NEW YORK (TheStreet) -- Shares of First Niagara Financial Group (FNFG) were gaining by 14.3% to $10.24 on heavy trading volume on Wednesday morning, following a report that the regional bank is exploring a possible sale.
The Buffalo, NY-based bank has hired JPMorgan to explore the potential sale, or other opportunities, according to Bloomberg.
First Niagara has reportedly contacted several potential buyers as it looks to sell itself. New YorkCommunity Bancorp (NYCB), Toronto-DominionBank (TD), and Huntington Bancshares (HBAN) are among the reported potential suitors for the bank, according to Bloomberg.
First Niagara currently has about 400 branches in New York, New Jersey, Pennsylvania, Connecticut, and Massachusetts. The company has a market value of about $3.18 billion.

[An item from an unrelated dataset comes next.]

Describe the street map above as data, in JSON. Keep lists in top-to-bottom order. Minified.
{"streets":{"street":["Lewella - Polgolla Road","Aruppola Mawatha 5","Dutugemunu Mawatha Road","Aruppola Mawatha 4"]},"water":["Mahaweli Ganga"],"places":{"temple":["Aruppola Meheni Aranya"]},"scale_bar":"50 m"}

About 4.7 million shares of First Niagara were traded by 10:08 a.m. on Wednesday, above the company's average trading volume of about 2.2 million shares a day.

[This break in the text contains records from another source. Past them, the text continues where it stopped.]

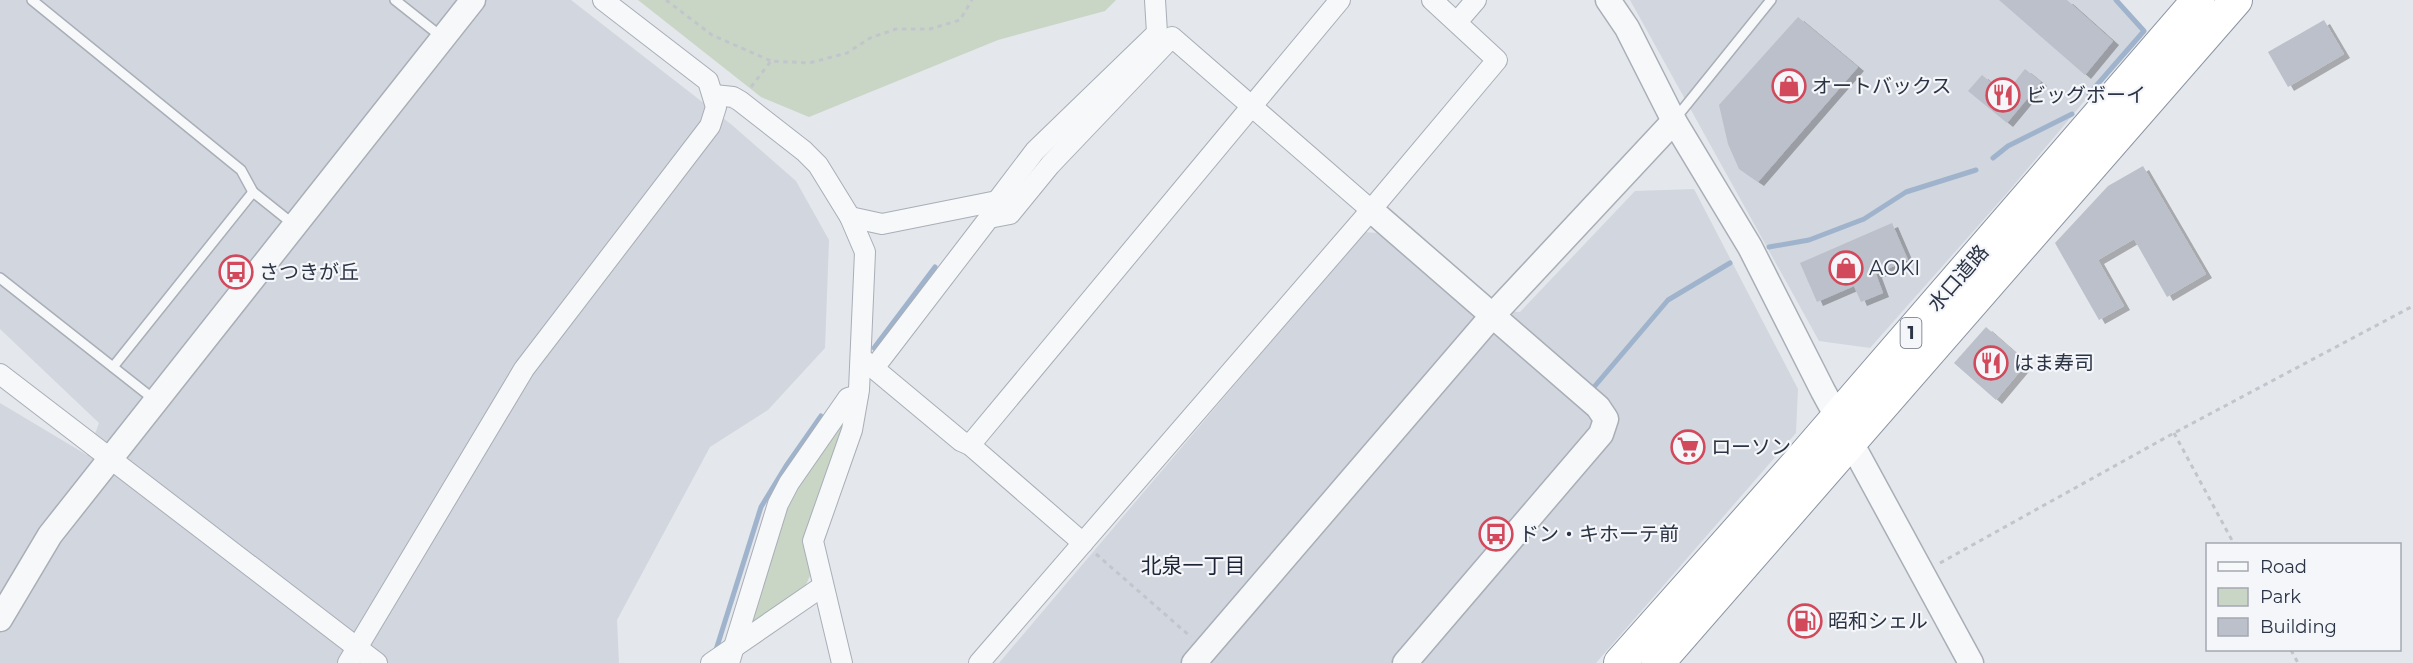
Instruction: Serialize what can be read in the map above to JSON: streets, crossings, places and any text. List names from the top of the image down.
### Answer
{
  "streets": {
    "highway": ["水口道路", "1"]
  },
  "districts": ["北泉一丁目"],
  "places": {
    "shop": ["オートバックス", "AOKI"],
    "restaurant": ["ビッグボーイ", "はま寿司"],
    "bus stop": ["さつきが丘", "ドン・キホーテ前"],
    "supermarket": ["ローソン"],
    "fuel station": ["昭和シェル"]
  },
  "legend": ["Road", "Park", "Building"]
}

Separately, TheStreet Ratings team rates FIRST NIAGARA FINANCIAL GRP as a Buy with a ratings score of B-. TheStreet Ratings Team has this to say about their recommendation:
"We rate FIRST NIAGARA FINANCIAL GRP (FNFG) a BUY. This is driven by multiple strengths, which we believe should have a greater impact than any weaknesses, and should give investors a better performance opportunity than most stocks we cover. The company's strengths can be seen in multiple areas, such as its revenue growth, solid stock price performance, good cash flow from operations and expanding profit margins. We feel its strengths outweigh the fact that the company has had sub par growth in net income."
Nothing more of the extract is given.